Russia's consumer watchdog has ordered the closure of four McDonald's restaurants in Moscow citing "numerous violations" of the country's sanitary laws.

Watchdog Rospotrebnadzor said branches on Pushkin Square, the first McDonald's opened in Russia in 1990, Manezh Square and Prospect Mira in central Moscow would be temporarily shut as part of an ongoing investigation into the chain's food standards.

"Multiple violations of sanitary norms were detected in the sourcing of food and waste disposal in McDonald’s restaurants during inspections carried out between the 18th and 20th of August," Rospotrebnadzor said in a statement.

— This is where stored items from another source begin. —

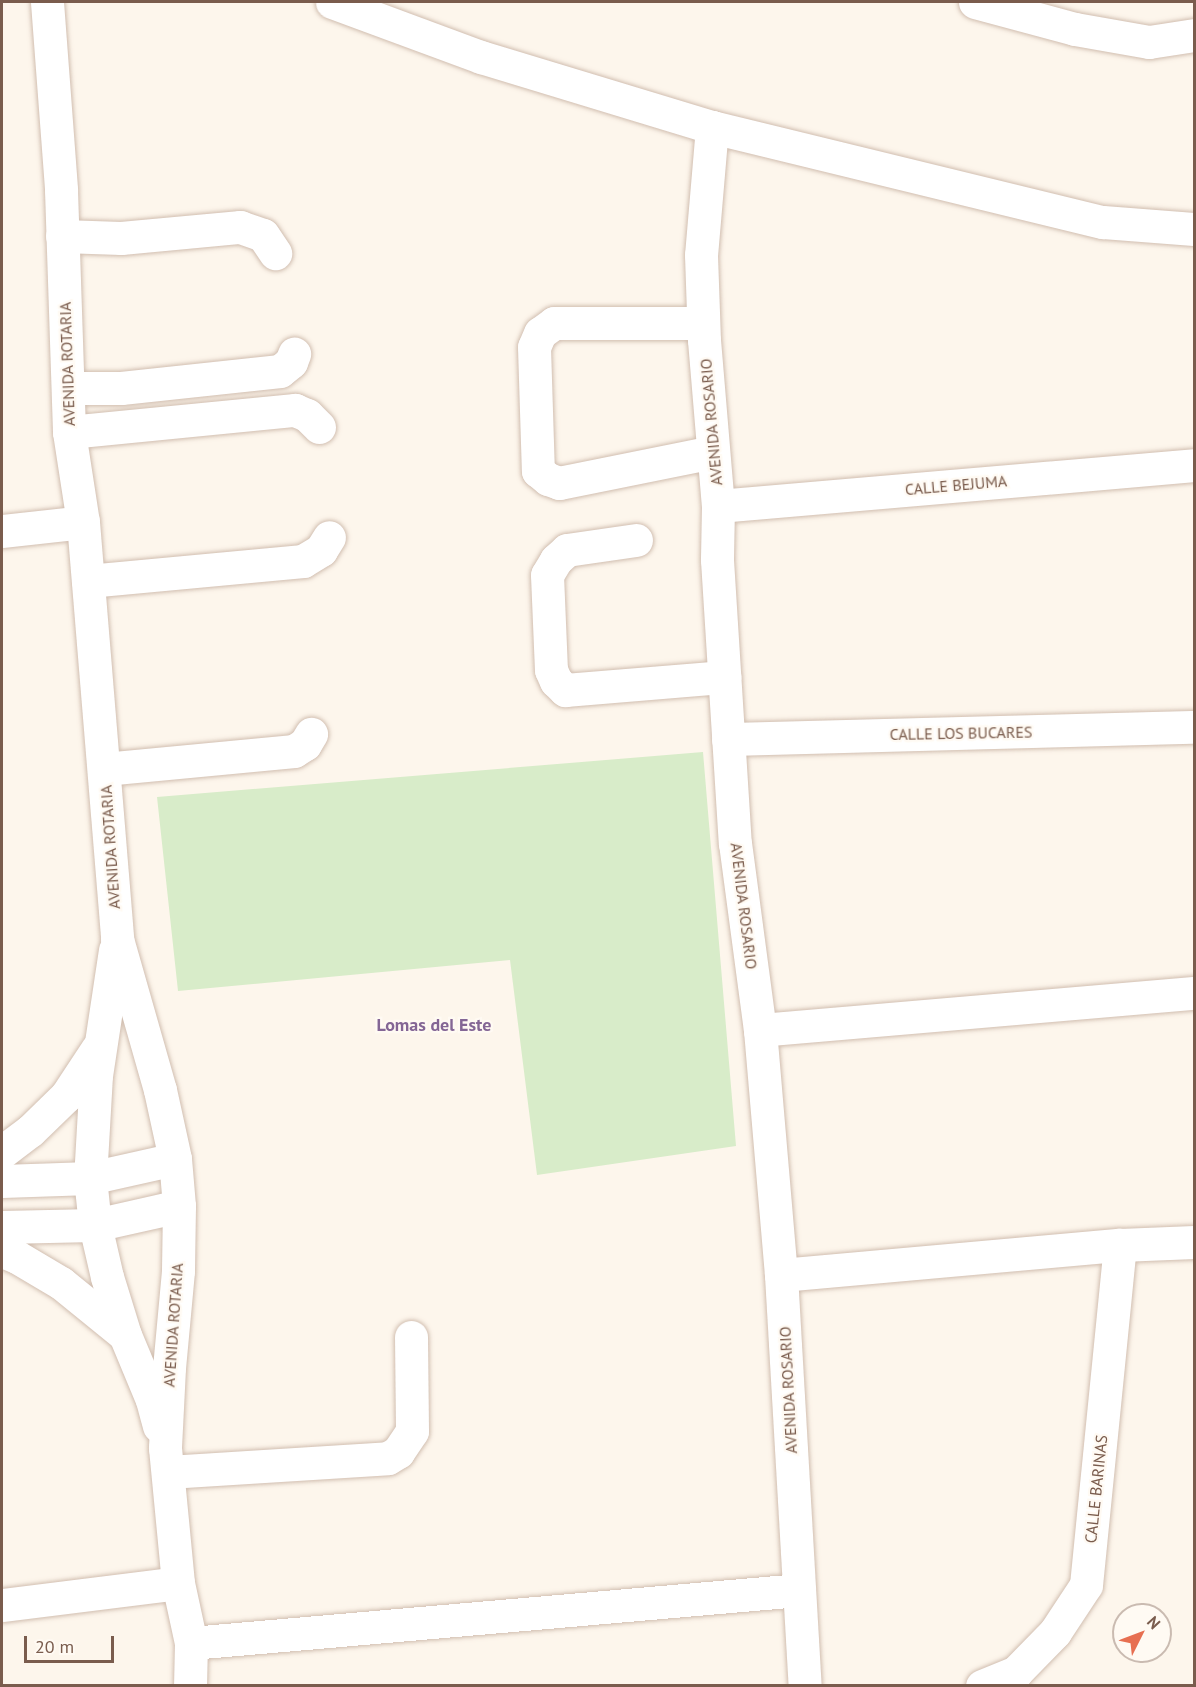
<!DOCTYPE html>
<style>
body{margin:0}
#map{position:relative;width:1196px;height:1687px;overflow:hidden;background:#fdf6ec;font-family:"PT Sans",sans-serif}
div>[style]{position:absolute}
.green>*{inset:0;background:#d8ecc9}
.roads{filter:drop-shadow(0 0 2px #d1beb0) drop-shadow(0 0 2px #d1beb0)}
.minor>*{height:33px;margin:-16.5px;padding:0 16.5px;transform-origin:16.5px;border-radius:16.5px;background:#fff}
span{translate:-50% -50%;white-space:nowrap;text-align:center;line-height:1.15;-webkit-text-stroke:4.5px #fffaf3;paint-order:stroke}
.street-label{font-size:16px;color:#7a5c4d}
.neighbourhood-label{font-size:18px;color:#846695;font-weight:700}
.frame{position:absolute;inset:0;border:3px solid #7a5c4d;pointer-events:none}
.north{position:absolute;left:1112px;top:1603px;width:60px;height:60px;box-sizing:border-box;background:#fffaf3;border:2px solid #cabbb1;border-radius:50%;rotate:48deg;font-size:16px;font-weight:700;line-height:24px;text-align:center;color:#7a5c4d}
.north::after{content:'';display:block;margin:auto;width:21px;height:27px;background:#e76f51;clip-path:polygon(50% 0,100% 100%,50% 72%,0 100%)}
.scale{position:absolute;left:24px;top:1636px;width:90px;height:27px;box-sizing:border-box;border:3px solid #7a5c4d;border-top:0;padding-left:8px;font-size:18px;line-height:21px;white-space:nowrap;color:#7a5c4d;-webkit-text-stroke:4px #fffaf3;paint-order:stroke}
</style>
<div id="map">
<div class="green">
<div style="clip-path:polygon(703px 752px,736px 1146px,537px 1175px,510px 960px,178px 991px,157px 797px)"></div>
</div>
<div class="roads">
<div class="minor">
<div style="left:47px;top:2px;width:189px;rotate:85.7deg"></div>
<div style="left:61px;top:190px;width:242px;rotate:88.1deg"></div>
<div style="left:69px;top:432px;width:91px;rotate:81.2deg"></div>
<div style="left:83px;top:522px;width:418px;rotate:85.3deg"></div>
<div style="left:117px;top:939px;width:157px;rotate:74.1deg"></div>
<div style="left:160px;top:1090px;width:71px;rotate:77.7deg"></div>
<div style="left:175px;top:1159px;width:47px;rotate:85.1deg"></div>
<div style="left:179px;top:1206px;width:65px;rotate:90.9deg"></div>
<div style="left:178px;top:1271px;width:97px;rotate:95.3deg"></div>
<div style="left:169px;top:1368px;width:80px;rotate:92.9deg"></div>
<div style="left:165px;top:1448px;width:136px;rotate:84.5deg"></div>
<div style="left:178px;top:1583px;width:61px;rotate:77.8deg"></div>
<div style="left:191px;top:1643px;width:43px;rotate:91.3deg"></div>
<div style="left:332px;top:2px;width:159px;rotate:20.3deg"></div>
<div style="left:481px;top:57px;width:241px;rotate:16.9deg"></div>
<div style="left:712px;top:127px;width:402px;rotate:13.7deg"></div>
<div style="left:1103px;top:222px;width:91px;rotate:4.4deg"></div>
<div style="left:975px;top:2px;width:104px;rotate:15.1deg"></div>
<div style="left:1075px;top:29px;width:75px;rotate:10deg"></div>
<div style="left:1149px;top:42px;width:46px;rotate:-8.8deg"></div>
<div style="left:712px;top:127px;width:128px;rotate:94.9deg"></div>
<div style="left:701px;top:255px;width:85px;rotate:88deg"></div>
<div style="left:704px;top:340px;width:167px;rotate:85.2deg"></div>
<div style="left:718px;top:506px;width:54px;rotate:91.1deg"></div>
<div style="left:717px;top:560px;width:284px;rotate:86.4deg"></div>
<div style="left:735px;top:843px;width:189px;rotate:82.4deg"></div>
<div style="left:760px;top:1030px;width:246px;rotate:85.1deg"></div>
<div style="left:781px;top:1275px;width:412px;rotate:86.7deg"></div>
<div style="left:62px;top:236px;width:59px;rotate:1.9deg"></div>
<div style="left:121px;top:238px;width:120px;rotate:-5.3deg"></div>
<div style="left:240px;top:227px;width:24px;rotate:19deg"></div>
<div style="left:263px;top:235px;width:22px;rotate:56deg"></div>
<div style="left:703px;top:323px;width:149px;rotate:180deg"></div>
<div style="left:554px;top:323px;width:17px;rotate:144deg"></div>
<div style="left:540px;top:333px;width:15px;rotate:113deg"></div>
<div style="left:534px;top:347px;width:124px;rotate:88.2deg"></div>
<div style="left:538px;top:471px;width:13px;rotate:39deg"></div>
<div style="left:548px;top:479px;width:12px;rotate:20deg"></div>
<div style="left:559px;top:483px;width:157px;rotate:-11.4deg"></div>
<div style="left:68px;top:388px;width:53px"></div>
<div style="left:121px;top:388px;width:160px;rotate:-6.1deg"></div>
<div style="left:280px;top:371px;width:14px;rotate:-39deg"></div>
<div style="left:291px;top:362px;width:9px;rotate:-69deg"></div>
<div style="left:69px;top:432px;width:227px;rotate:-5.6deg"></div>
<div style="left:295px;top:410px;width:13px;rotate:23deg"></div>
<div style="left:307px;top:415px;width:17px;rotate:45deg"></div>
<div style="left:718px;top:506px;width:478px;rotate:-4.9deg"></div>
<div style="left:2px;top:531px;width:81px;rotate:-6.3deg"></div>
<div style="left:636px;top:540px;width:70px;rotate:171.8deg"></div>
<div style="left:567px;top:550px;width:15px;rotate:138deg"></div>
<div style="left:556px;top:560px;width:17px;rotate:121deg"></div>
<div style="left:547px;top:575px;width:95px;rotate:87.6deg"></div>
<div style="left:551px;top:670px;width:12px;rotate:66deg"></div>
<div style="left:556px;top:681px;width:13px;rotate:45deg"></div>
<div style="left:565px;top:690px;width:160px;rotate:-4.7deg"></div>
<div style="left:88px;top:581px;width:216px;rotate:-5.3deg"></div>
<div style="left:303px;top:561px;width:21px;rotate:-31deg"></div>
<div style="left:321px;top:550px;width:15px;rotate:-58deg"></div>
<div style="left:728px;top:739px;width:466px;rotate:-1.5deg"></div>
<div style="left:104px;top:769px;width:191px;rotate:-5.4deg"></div>
<div style="left:294px;top:751px;width:13px;rotate:-32deg"></div>
<div style="left:305px;top:744px;width:12px;rotate:-59deg"></div>
<div style="left:115px;top:950px;width:126px;rotate:98.6deg"></div>
<div style="left:96px;top:1075px;width:103px;rotate:93.3deg"></div>
<div style="left:90px;top:1178px;width:47px;rotate:83.9deg"></div>
<div style="left:95px;top:1225px;width:53px;rotate:77deg"></div>
<div style="left:107px;top:1277px;width:61px;rotate:72.8deg"></div>
<div style="left:125px;top:1335px;width:70px;rotate:67.4deg"></div>
<div style="left:152px;top:1400px;width:27px;rotate:75deg"></div>
<div style="left:760px;top:1030px;width:436px;rotate:-4.9deg"></div>
<div style="left:2px;top:1152px;width:35px;rotate:-37deg"></div>
<div style="left:30px;top:1131px;width:50px;rotate:-44.2deg"></div>
<div style="left:66px;top:1096px;width:56px;rotate:-56.6deg"></div>
<div style="left:2px;top:1181px;width:88px;rotate:-2deg"></div>
<div style="left:90px;top:1178px;width:87px;rotate:-12.6deg"></div>
<div style="left:2px;top:1227px;width:93px;rotate:-1.2deg"></div>
<div style="left:95px;top:1225px;width:86px;rotate:-12.7deg"></div>
<div style="left:2px;top:1251px;width:16px;rotate:22deg"></div>
<div style="left:17px;top:1257px;width:51px;rotate:30.6deg"></div>
<div style="left:61px;top:1283px;width:82px;rotate:39.1deg"></div>
<div style="left:781px;top:1275px;width:340px;rotate:-5.1deg"></div>
<div style="left:1120px;top:1245px;width:74px;rotate:-2.3deg"></div>
<div style="left:168px;top:1472px;width:220px;rotate:-3.6deg"></div>
<div style="left:388px;top:1458px;width:12px;rotate:-31deg"></div>
<div style="left:398px;top:1452px;width:25px;rotate:-56deg"></div>
<div style="left:412px;top:1431px;width:94px;rotate:-90.6deg"></div>
<div style="left:2px;top:1605px;width:177px;rotate:-7.1deg"></div>
<div style="left:191px;top:1643px;width:610px;rotate:-4.98deg"></div>
<div style="left:982px;top:1686px;width:37px;rotate:-22deg"></div>
<div style="left:1016px;top:1672px;width:56px;rotate:-45.7deg"></div>
<div style="left:1055px;top:1632px;width:56px;rotate:-56.6deg"></div>
<div style="left:1086px;top:1585px;width:342px;rotate:-84.3deg"></div>
</div>
</div>
<div class="street-label">
<span style="left:67px;top:364px;rotate:-92deg">AVENIDA ROTARIA</span>
<span style="left:711px;top:422px;rotate:-95deg">AVENIDA ROSARIO</span>
<span style="left:956px;top:485px;rotate:-5deg">CALLE BEJUMA</span>
<span style="left:961px;top:733px;rotate:-1deg">CALLE LOS BUCARES</span>
<span style="left:110px;top:847px;rotate:-94deg">AVENIDA ROTARIA</span>
<span style="left:744px;top:906px;rotate:83deg">AVENIDA ROSARIO</span>
<span style="left:173px;top:1325px;rotate:-86deg">AVENIDA ROTARIA</span>
<span style="left:788px;top:1390px;rotate:-93deg">AVENIDA ROSARIO</span>
<span style="left:1096px;top:1489px;rotate:-84deg">CALLE BARINAS</span>
</div>
<div class="neighbourhood-label">
<span style="left:434px;top:1025px">Lomas del Este</span>
</div>
<div class="frame"></div>
<div class="north">N</div>
<div class="scale">20 m</div>
</div>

Reacting to the closure, McDonald's said it is studying the claims and intends to resume operations as soon as possible. The chain has 430 restaurants in 70 Russian cities and employs more than 35,000 people.

Back in July, the watchdog said it would take McDonald's to court over what it described as disingenuous labelling on some of its products, including milkshakes and burgers. At the time, McDonald's said it was unaware of the lawsuit and claimed it wasn't aware of the complaint from Rospotrebnadzor.


Several politicians, including the nationalist Vladimir Zhirinovsky, have criticised the chain and called for the country to close all McDonald's outlets in Russia after the burger chain announced it would close its branches in the Crimean peninsula in April.

The closures come against a backdrop of worsening US-Russian ties over the crisis in Ukraine. Earlier this month, the Kremlin banned food imports from the West in retaliation over Russia's alleged involvement with separatists suspected of shooting down a passenger plane flying over rebel territory on 17 July.